The outdoors community supports many subgroups. In the hunting world, we have bowhunters, those that primarily use black powder and primitive firearms, dog hunters and even those that only hunt certain types of animals such as waterfowl, big game or upland game.

The fishing world is no different.

This column is about those that target their various favorite species by use of a vessel powered or typically powered by paddle. Our sport has grown increasingly over the past decade as manufactures have designed kayaks, canoes, stand-up paddleboards and hybrids of each specifically for angling.

We are a niche market and group, but what happens when you combine niches?

Just as there are many fishermen who want to pursue their passion by use of sitting virtually on the water and powered by paddle or oar, there are many other niches where our brethren have remained constant in their pursuits as well.

Fly fishing is one of these niches. Just because one decides to try fishing from a kayak doesn’t mean he has to give up his preferred means of catching fish.

When you combine the means to get there with the technique of enticing the fish to bite, specialized skills and adapted equipment become the necessity. So what do you look for?

• Vessel. The means to get there is just as vital of a choice as the equipment. Daniel Seaman of Rocky Mount is a dedicated fly fisherman and kayak angler who has a large following for his expertly tied flies under the Bug Wild Fly Company logo.

Seaman ( believes the kayak has to meet certain needs to have an enjoyable and successful fly fishing trip. 

“I look for an open, non-cluttered cockpit area,” he said, explaining that the open area allows the fly line to remain free and untangled to allow ease of casting.

• Where to fly fish from the vessel.

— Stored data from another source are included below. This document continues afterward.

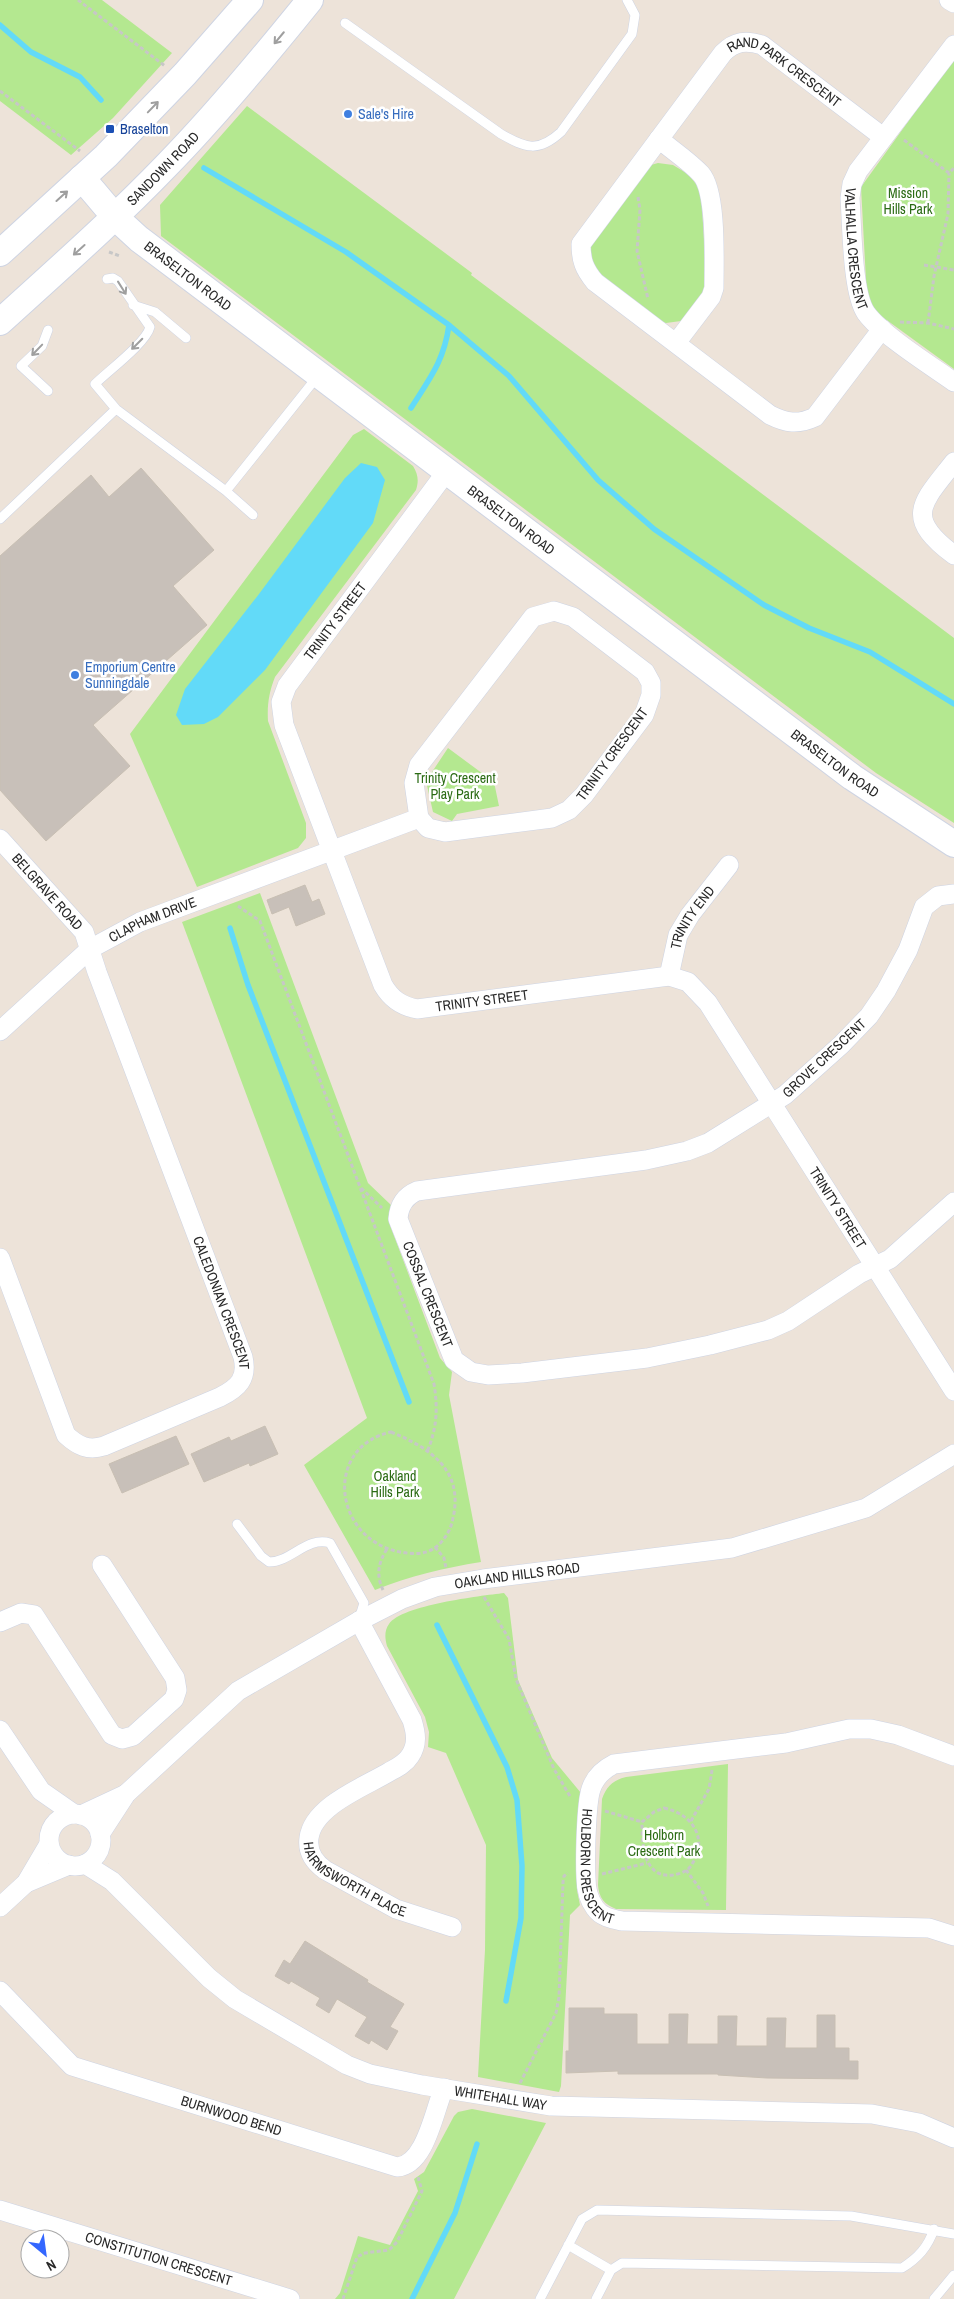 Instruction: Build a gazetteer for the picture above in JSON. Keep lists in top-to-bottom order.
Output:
{
  "streets": {
    "street": [
      "RAND PARK CRESCENT",
      "SANDOWN ROAD",
      "VALHALLA CRESCENT",
      "BRASELTON ROAD",
      "TRINITY STREET",
      "TRINITY CRESCENT",
      "BELGRAVE ROAD",
      "TRINITY END",
      "CLAPHAM DRIVE",
      "GROVE CRESCENT",
      "COSSAL CRESCENT",
      "CALEDONIAN CRESCENT",
      "OAKLAND HILLS ROAD",
      "HOLBORN CRESCENT",
      "HARMSWORTH PLACE",
      "WHITEHALL WAY",
      "BURNWOOD BEND",
      "CONSTITUTION CRESCENT"
    ]
  },
  "crossings": [
    ["RAND PARK CRESCENT", "VALHALLA CRESCENT"],
    ["SANDOWN ROAD", "BRASELTON ROAD"],
    ["BRASELTON ROAD", "TRINITY STREET"],
    ["TRINITY STREET", "TRINITY END"],
    ["TRINITY STREET", "CLAPHAM DRIVE"],
    ["TRINITY STREET", "GROVE CRESCENT"],
    ["TRINITY STREET", "COSSAL CRESCENT"],
    ["BELGRAVE ROAD", "CLAPHAM DRIVE"],
    ["BELGRAVE ROAD", "CALEDONIAN CRESCENT"],
    ["CLAPHAM DRIVE", "CALEDONIAN CRESCENT"],
    ["GROVE CRESCENT", "COSSAL CRESCENT"],
    ["OAKLAND HILLS ROAD", "HARMSWORTH PLACE"],
    ["OAKLAND HILLS ROAD", "WHITEHALL WAY"],
    ["WHITEHALL WAY", "BURNWOOD BEND"]
  ],
  "parks": [
    "Mission Hills Park",
    "Trinity Crescent Play Park",
    "Oakland Hills Park",
    "Holborn Crescent Park"
  ],
  "places": {
    "other": ["Sale's Hire", "Emporium Centre Sunningdale"],
    "transit": ["Braselton"]
  },
  "north": "bottom right"
}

Fly fishing can take place in freshwater and saltwater and from both a sitting or standing position. The equipment and expertise needed depends on how you prefer to fish.

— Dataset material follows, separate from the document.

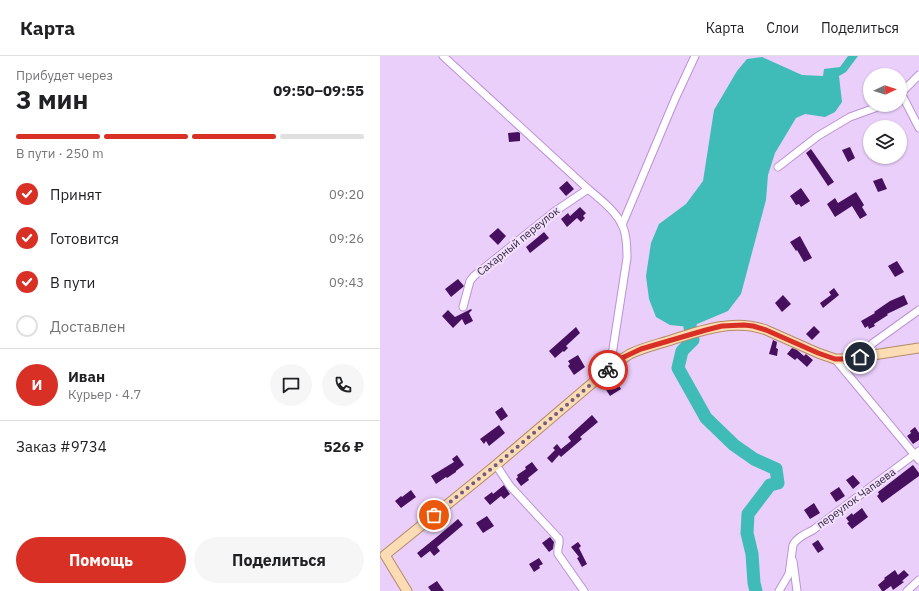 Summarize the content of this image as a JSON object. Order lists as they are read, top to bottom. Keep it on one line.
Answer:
{"streets":{"street":["Сахарный переулок","переулок Чапаева"]},"north":"right","page":{"header":"Карта","nav":["Карта","Слои","Поделиться"],"heading":["3 мин","Прибудет через","09:50–09:55"],"panel":["Иван","Курьер · 4.7","Заказ #9734","526 ₽"],"bar":"В пути · 250 m","list":[["Принят","09:20"],["Готовится","09:26"],["В пути","09:43"],"Доставлен"],"round":"И","buttons":["Помощь","Поделиться"]}} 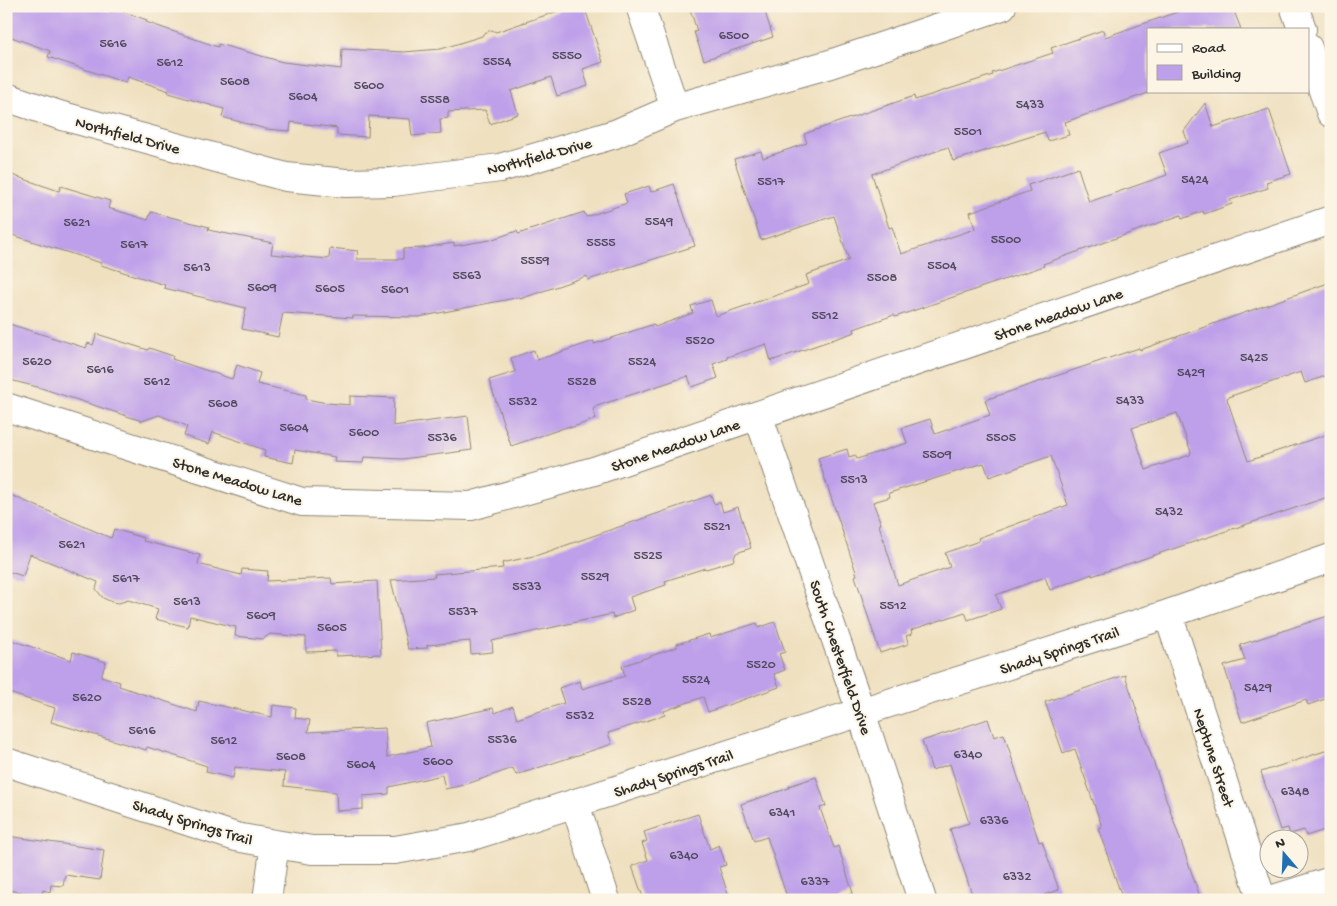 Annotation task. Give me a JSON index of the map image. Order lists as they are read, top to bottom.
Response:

When fishing for sunfish such as bream and crappie, Seaman tends to mostly stand while fly fishing from a kayak. 

“I look for stability for standing and casting,” he said. 

Stability comes from both the kayak and the angler. More-stable kayaks have a greater width-to-length ratio. A kayak that is 36 inches wide is not necessarily more stable than one that is 33 inches wide, if the first one is 2 feet longer.

For ease of getting in position, a stand-up strap is quite handy. Many kayaks have them installed from the manufacturer, but they can be added easily.

Seaman also prefers a kayak that is easy to enter while in the water or near the shoreline, as he likes to wade-fish as well. This is hard to determine unless you have access to one by a friend or perhaps on a demo model in order to try out for yourself.

• Equipment. Notice I skipped the sitting position? We will discuss that here. Fly-fishing has a nice following in saltwater, and not always in the flats. Yes, both large, open lakes and sounds and seas can get rough, and you have to be prepared, but a saltwater fly fisherman encounters high waves on a regular basis. This does not go well with trying to stand.

Still, stability is a key ingredient for a safe and successful trip. But as far as equipment goes, the fly fisherman has to think a little differently

On the back cast, a short fly rod can cause the line and lure to strike the surface of the water, resulting in a bad or no cast. A high seat position — if you kayak allows multiple heights — with a longer fly rod helps in keeping the line from getting wet before you want it to. Long casts require a long rod.

With a kayak, canoe or SUP, you can work your way closer to the fish than you normally can with a boat. This helps keep the casting distance to a minimum, meaning you are very capable of getting the fly near the fish if you prefer a sit-down approach.

So, are you ready to try a different angle on angling?